The extensive interview will run on an upcoming episode of my podcast. Here are some highlights:

On what he hoped to learn by “testing the system” by buying sensitive chemicals and posting controversial texts to the Internet:

“I wanted to discover how things actually work.”

On Detective Tam Bui, the police interrogator who told him “the onus is on you” to prove his innocence:

“I don’t know that they were after the truth as much as they just really wanted a confession.”

On the unwillingness of the police to accept that he was not a terrorist:

“You can’t say anything to help yourself in that situation. If you say ‘I love my mother,’ they’ll make a note: ‘loves his mother, willing to kill for her’. “

On the Crown’s argument that his model rocketry and gardening hobbies and his online documentation of his experiment were all part of an “elaborate alibi”:

“I’m nowhere near intelligent enough to lie that well for that long.”

On why he was held in jail longer than any other G20 detainee:

“It was an 11-month punishment.

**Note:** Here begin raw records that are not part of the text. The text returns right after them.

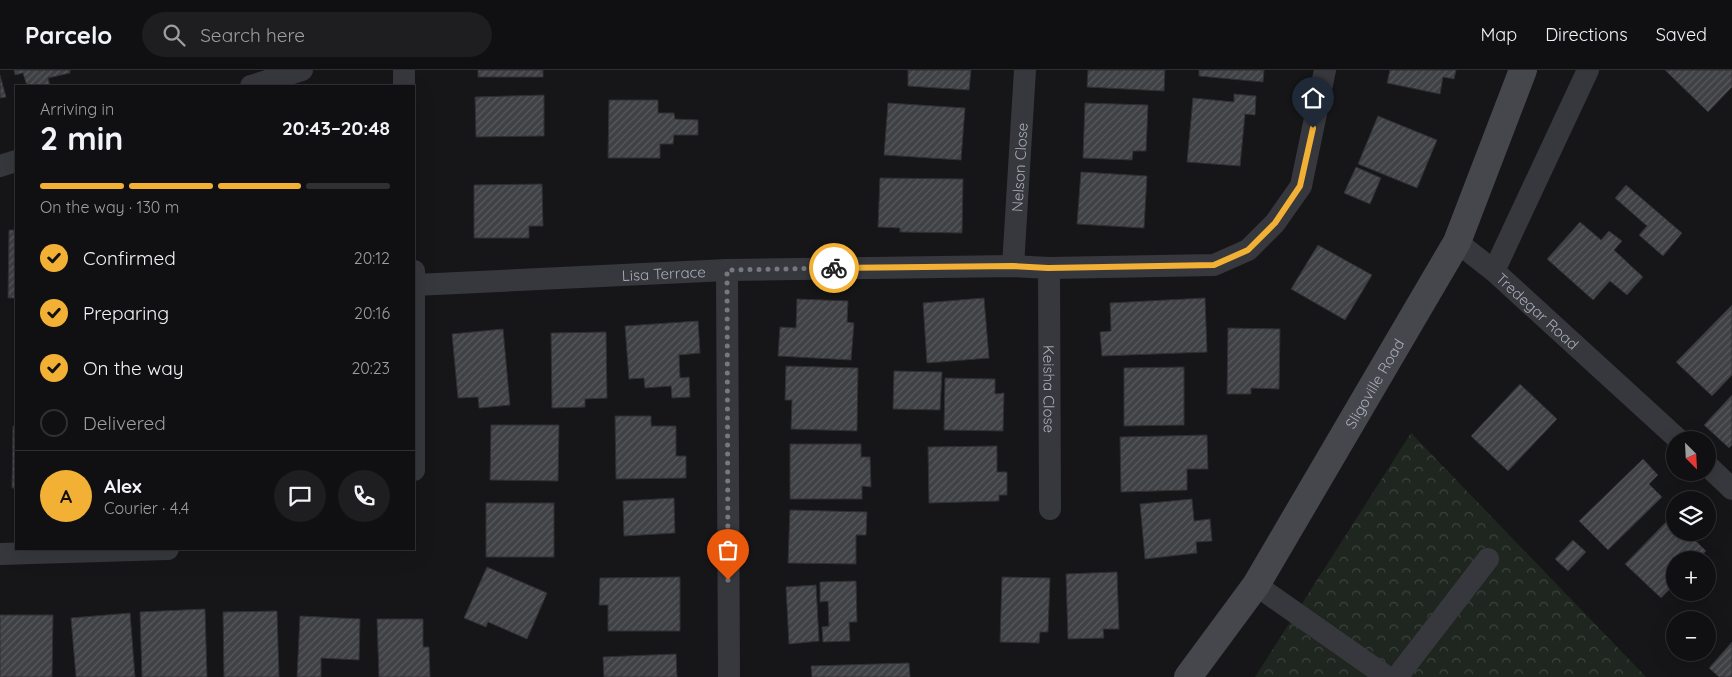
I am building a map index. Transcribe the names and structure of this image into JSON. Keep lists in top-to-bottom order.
{
  "streets": {
    "street": [
      "Nelson Close",
      "Lisa Terrace",
      "Tredegar Road",
      "Sligoville Road",
      "Keisha Close"
    ]
  },
  "crossings": [
    ["Nelson Close", "Lisa Terrace"],
    ["Lisa Terrace", "Keisha Close"]
  ],
  "north": "bottom right",
  "page": {
    "header": "Parcelo",
    "search": "Search here",
    "nav": ["Map", "Directions", "Saved"],
    "heading": ["2 min", "Arriving in", "20:43–20:48"],
    "panel": ["Alex", "Courier · 4.4"],
    "bar": "On the way · 130 m",
    "list": [
      ["Confirmed", "20:12"],
      ["Preparing", "20:16"],
      ["On the way", "20:23"],
      "Delivered"
    ],
    "map_buttons": ["+", "−"],
    "round": "A"
  }
}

They definitely want to make examples out of people.”

On his intention to file civil lawsuits against the Crown and the police:

“I am more interested in them apologizing than in getting a whole bunch of money from them. But my lawyers tell me you stand a better chance of getting 50 million dollars out of the government than an apology. I have a responsibility to my fellow citizens to make sure that this doesn’t happen to anyone else and the best way to do that is to beat the crap out of them in a court of law.”

On the point of his ordeal:

“That a person can challenge the system and win. But it comes at enormous personal cost.”